- _Exercise_
A precise repetition of every line below is the required answer.

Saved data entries
== == ==

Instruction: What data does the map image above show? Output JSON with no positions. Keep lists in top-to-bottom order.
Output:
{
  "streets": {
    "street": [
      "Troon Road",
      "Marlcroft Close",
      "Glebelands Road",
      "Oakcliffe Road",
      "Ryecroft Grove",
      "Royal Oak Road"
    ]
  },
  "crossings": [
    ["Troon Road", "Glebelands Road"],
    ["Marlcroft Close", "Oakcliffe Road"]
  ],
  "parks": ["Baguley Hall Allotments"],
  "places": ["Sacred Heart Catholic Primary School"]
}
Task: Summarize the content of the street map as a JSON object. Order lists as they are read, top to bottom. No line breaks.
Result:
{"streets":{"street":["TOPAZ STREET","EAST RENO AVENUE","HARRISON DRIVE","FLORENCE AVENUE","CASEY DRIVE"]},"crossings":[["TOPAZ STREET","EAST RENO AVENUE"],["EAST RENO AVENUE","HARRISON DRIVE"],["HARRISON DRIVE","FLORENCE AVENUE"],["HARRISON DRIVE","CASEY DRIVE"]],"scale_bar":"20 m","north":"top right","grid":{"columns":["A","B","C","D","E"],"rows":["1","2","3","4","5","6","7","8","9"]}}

== == ==

- _Task answer_
Instruction: What data does the map image above show? Output JSON with no positions. Keep lists in top-to-bottom order.
Output:
{
  "streets": {
    "street": [
      "Troon Road",
      "Marlcroft Close",
      "Glebelands Road",
      "Oakcliffe Road",
      "Ryecroft Grove",
      "Royal Oak Road"
    ]
  },
  "crossings": [
    ["Troon Road", "Glebelands Road"],
    ["Marlcroft Close", "Oakcliffe Road"]
  ],
  "parks": ["Baguley Hall Allotments"],
  "places": ["Sacred Heart Catholic Primary School"]
}
Task: Summarize the content of the street map as a JSON object. Order lists as they are read, top to bottom. No line breaks.
Result:
{"streets":{"street":["TOPAZ STREET","EAST RENO AVENUE","HARRISON DRIVE","FLORENCE AVENUE","CASEY DRIVE"]},"crossings":[["TOPAZ STREET","EAST RENO AVENUE"],["EAST RENO AVENUE","HARRISON DRIVE"],["HARRISON DRIVE","FLORENCE AVENUE"],["HARRISON DRIVE","CASEY DRIVE"]],"scale_bar":"20 m","north":"top right","grid":{"columns":["A","B","C","D","E"],"rows":["1","2","3","4","5","6","7","8","9"]}}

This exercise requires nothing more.